Le 14 juin à 12h30, Mike Borowski décrypte sur Géopolitique Profonde l’opération Rising Lion, la riposte iranienne et la montée fulgurante des tensions vers un point de non-retour. Une analyse vitale alors que les scénarios de guerre régionale – voire mondiale – ne sont plus théoriques.
Rising Lion : une frappe préventive d’une intensité inédite
Dans la nuit du 12 au 13 juin, Israël a lancé l’opération Rising Lion, déclenchant une vague de frappes d’une ampleur jamais vue contre l’Iran. Plus de 100 cibles ont été touchées : sites nucléaires, bases balistiques, postes de commandement des Gardiens de la Révolution. L’objectif ? Décapiter les capacités de frappe et casser l’avancée iranienne vers l’arme nucléaire.
Le site stratégique de Natanz, cœur du programme d’enrichissement, a été lourdement endommagé. L’offensive a mobilisé plus de 200 chasseurs, une coordination satellitaire de haute précision et des cyberattaques. L’opération a visé autant les infrastructures que les cerveaux du programme iranien : plusieurs hauts responsables et ingénieurs ont été tués.
Ce coup de poing n’a rien d’un simple message politique. C’est un acte militaire structuré, stratégique, pensé pour redéfinir les rapports de force dans la région. Pour Tel-Aviv, il s’agissait d’empêcher Téhéran de franchir la ligne rouge de l’enrichissement à 90 %.
Riposte iranienne et embrasement régional
La réaction de Téhéran ne s’est pas fait attendre. Drones explosifs, missiles balistiques : plus de 150 projectiles ont été lancés contre Israël. Malgré une interception massive par le Dôme de Fer et Arrow 3, certains ont atteint des zones civiles, semant la panique à Jérusalem, Haïfa et Tel-Aviv. Les abris antiatomiques ont été activés pour la première fois depuis la guerre du Golfe.
Mais la riposte ne s’arrête pas là. Le Hezbollah multiplie les offensives au nord. Des roquettes sont tirées depuis la Syrie et l’Irak. Des milices chiites pro-iraniennes se mobilisent. Le conflit s’étend en cercles concentriques.

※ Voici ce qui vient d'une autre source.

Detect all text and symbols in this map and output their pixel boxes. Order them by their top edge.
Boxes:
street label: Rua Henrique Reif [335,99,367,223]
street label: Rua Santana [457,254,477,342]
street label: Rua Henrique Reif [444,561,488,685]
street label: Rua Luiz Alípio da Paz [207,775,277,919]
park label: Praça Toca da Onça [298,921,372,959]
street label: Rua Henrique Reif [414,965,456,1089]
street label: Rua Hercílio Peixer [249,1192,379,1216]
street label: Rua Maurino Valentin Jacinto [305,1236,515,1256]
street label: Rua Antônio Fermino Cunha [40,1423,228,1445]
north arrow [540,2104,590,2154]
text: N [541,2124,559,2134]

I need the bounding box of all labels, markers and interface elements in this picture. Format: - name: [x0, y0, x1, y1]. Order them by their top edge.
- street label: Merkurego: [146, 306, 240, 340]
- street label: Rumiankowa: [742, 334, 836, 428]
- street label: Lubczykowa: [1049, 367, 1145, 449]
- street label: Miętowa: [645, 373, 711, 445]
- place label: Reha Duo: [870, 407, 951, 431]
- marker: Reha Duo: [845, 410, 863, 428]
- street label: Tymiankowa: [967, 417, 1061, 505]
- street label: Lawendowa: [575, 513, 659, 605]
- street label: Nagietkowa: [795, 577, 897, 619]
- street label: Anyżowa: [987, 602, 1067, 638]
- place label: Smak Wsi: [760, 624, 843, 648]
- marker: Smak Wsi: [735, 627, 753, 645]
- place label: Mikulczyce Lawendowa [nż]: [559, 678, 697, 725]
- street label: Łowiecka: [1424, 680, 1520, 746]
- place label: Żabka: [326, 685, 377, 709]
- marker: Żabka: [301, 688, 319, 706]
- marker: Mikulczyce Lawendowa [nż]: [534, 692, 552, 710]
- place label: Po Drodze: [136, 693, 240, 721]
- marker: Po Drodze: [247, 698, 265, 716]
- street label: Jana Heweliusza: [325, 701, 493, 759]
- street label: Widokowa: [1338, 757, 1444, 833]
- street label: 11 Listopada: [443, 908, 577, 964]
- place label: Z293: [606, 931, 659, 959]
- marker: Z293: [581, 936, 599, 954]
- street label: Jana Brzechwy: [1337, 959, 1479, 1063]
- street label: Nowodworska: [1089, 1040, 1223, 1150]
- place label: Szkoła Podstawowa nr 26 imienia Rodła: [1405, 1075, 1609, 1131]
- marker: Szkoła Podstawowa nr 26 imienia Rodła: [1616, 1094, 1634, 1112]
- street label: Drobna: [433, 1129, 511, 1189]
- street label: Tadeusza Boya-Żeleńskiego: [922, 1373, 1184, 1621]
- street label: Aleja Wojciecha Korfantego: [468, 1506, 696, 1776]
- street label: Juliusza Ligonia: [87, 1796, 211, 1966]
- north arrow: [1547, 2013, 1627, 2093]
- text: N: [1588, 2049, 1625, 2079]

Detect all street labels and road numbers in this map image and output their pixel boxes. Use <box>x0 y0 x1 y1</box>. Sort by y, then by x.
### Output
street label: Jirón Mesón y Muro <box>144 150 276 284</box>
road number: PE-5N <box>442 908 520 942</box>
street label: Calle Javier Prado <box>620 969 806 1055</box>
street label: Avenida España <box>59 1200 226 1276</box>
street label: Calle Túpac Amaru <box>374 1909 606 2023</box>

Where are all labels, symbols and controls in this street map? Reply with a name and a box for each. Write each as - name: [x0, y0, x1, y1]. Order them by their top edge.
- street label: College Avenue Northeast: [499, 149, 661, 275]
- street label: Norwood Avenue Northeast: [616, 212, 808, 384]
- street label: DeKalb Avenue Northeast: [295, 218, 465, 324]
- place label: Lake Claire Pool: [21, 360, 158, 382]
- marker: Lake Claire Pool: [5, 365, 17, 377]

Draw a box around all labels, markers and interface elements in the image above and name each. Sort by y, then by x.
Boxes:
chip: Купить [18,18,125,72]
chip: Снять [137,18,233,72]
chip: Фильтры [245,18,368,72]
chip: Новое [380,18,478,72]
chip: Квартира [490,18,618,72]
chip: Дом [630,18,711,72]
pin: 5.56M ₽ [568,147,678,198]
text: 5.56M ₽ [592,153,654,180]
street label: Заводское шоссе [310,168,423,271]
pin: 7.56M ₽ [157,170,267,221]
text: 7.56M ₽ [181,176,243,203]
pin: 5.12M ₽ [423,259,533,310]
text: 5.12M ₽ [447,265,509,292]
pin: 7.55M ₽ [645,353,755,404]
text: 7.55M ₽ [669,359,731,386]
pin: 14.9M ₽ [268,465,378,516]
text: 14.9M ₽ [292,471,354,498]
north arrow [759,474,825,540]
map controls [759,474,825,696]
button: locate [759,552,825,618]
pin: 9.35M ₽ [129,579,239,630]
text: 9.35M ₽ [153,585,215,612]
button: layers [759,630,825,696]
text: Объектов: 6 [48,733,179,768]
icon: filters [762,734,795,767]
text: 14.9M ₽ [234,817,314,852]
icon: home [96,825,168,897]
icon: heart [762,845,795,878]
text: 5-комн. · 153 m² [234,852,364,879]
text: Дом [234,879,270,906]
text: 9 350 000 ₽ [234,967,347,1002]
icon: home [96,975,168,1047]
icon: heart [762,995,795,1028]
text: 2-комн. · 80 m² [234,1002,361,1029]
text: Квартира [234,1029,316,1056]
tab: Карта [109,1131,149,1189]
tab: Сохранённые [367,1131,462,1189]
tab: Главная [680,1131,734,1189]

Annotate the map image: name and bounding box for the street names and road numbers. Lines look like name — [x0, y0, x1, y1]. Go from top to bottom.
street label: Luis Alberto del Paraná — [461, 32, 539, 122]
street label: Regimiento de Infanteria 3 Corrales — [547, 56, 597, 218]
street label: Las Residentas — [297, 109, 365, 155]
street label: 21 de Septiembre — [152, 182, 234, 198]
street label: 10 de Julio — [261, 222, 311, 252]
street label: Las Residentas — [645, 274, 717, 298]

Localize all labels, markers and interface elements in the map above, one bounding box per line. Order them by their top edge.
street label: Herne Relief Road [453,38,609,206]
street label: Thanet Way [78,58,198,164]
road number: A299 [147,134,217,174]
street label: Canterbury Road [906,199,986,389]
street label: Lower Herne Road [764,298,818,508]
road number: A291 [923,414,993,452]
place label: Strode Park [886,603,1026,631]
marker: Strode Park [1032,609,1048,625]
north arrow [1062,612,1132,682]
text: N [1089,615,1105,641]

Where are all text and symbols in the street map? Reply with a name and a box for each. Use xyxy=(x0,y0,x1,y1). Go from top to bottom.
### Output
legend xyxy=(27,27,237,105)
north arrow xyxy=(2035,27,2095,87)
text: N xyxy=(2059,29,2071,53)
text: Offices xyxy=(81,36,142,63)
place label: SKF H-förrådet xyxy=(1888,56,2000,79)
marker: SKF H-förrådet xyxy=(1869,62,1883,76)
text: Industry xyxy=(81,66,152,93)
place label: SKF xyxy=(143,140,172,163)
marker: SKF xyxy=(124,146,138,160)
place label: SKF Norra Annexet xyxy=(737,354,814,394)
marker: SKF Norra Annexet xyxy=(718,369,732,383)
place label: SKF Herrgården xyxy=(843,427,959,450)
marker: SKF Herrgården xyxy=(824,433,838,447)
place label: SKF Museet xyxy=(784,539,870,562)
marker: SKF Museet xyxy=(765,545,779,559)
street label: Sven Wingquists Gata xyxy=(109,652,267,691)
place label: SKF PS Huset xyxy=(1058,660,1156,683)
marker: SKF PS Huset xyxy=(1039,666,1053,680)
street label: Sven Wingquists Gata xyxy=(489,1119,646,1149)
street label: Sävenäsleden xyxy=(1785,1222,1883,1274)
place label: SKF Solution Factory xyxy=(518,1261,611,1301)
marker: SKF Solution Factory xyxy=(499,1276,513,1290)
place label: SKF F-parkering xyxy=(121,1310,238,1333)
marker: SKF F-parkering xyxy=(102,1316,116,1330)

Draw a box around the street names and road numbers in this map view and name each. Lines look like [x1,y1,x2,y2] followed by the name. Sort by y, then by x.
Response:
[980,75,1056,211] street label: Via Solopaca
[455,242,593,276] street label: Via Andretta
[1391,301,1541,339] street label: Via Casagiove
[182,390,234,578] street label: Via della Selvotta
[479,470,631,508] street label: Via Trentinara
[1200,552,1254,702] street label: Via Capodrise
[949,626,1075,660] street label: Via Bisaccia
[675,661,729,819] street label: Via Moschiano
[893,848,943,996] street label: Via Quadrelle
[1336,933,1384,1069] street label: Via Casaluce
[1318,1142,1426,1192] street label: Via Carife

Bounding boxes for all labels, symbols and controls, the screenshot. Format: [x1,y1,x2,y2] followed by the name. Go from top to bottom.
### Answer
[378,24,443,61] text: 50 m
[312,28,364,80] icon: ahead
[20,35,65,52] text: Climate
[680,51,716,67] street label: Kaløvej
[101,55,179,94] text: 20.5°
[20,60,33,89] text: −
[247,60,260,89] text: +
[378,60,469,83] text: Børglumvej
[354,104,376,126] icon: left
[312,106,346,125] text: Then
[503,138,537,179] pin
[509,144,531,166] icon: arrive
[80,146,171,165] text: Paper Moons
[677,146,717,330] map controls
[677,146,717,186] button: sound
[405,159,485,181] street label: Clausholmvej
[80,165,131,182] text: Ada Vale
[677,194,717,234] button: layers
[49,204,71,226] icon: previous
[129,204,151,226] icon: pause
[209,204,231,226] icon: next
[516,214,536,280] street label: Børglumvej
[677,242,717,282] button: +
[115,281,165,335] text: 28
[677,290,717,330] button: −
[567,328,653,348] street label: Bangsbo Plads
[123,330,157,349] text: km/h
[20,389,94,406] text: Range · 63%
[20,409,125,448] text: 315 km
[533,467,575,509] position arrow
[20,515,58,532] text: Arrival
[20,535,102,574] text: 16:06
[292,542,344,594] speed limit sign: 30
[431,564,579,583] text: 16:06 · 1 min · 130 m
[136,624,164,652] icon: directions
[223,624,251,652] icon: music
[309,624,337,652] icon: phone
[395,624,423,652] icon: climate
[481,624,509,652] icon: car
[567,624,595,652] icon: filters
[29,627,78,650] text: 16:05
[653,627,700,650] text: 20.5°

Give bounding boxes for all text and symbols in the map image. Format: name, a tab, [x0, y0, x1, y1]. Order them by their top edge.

Les États-Unis ont immédiatement redéployé plusieurs porte-avions en Méditerranée. Le Département d’État parle d’un “risque réel d’embrasement généralisé”. L’Arabie saoudite, le Qatar, la Turquie, tous surveillent leurs frontières. Le Yémen pourrait s’enflammer à son tour. C’est une poudrière.
Conseil de sécurité en alerte, lignes diplomatiques saturées
Moscou a demandé une réunion d’urgence du Conseil de sécurité de l’ONU. Pékin appelle à la retenue mais refuse de condamner Téhéran. Washington soutient Israël, tout en appelant à la désescalade. Paris, plus ambiguë, condamne la violence mais valide le droit à la légitime défense.
Derrière ces postures diplomatiques, la réalité est crue : personne ne contrôle plus rien. L’enchaînement des frappes, contre-frappes, déclarations et mobilisations militaires entraîne la région vers un scénario de guerre prolongée.
Le spectre nucléaire : une dissuasion au bord du gouffre
Israël ne confirme jamais son arsenal nucléaire. Pourtant, dans les cercles sécuritaires, la question de l’usage tactique commence à être posée. Si l’Iran pousse trop loin – attaque chimique, offensive coordonnée, destruction d’infrastructures stratégiques – Tel-Aviv pourrait considérer l’option nucléaire comme son dernier rempart.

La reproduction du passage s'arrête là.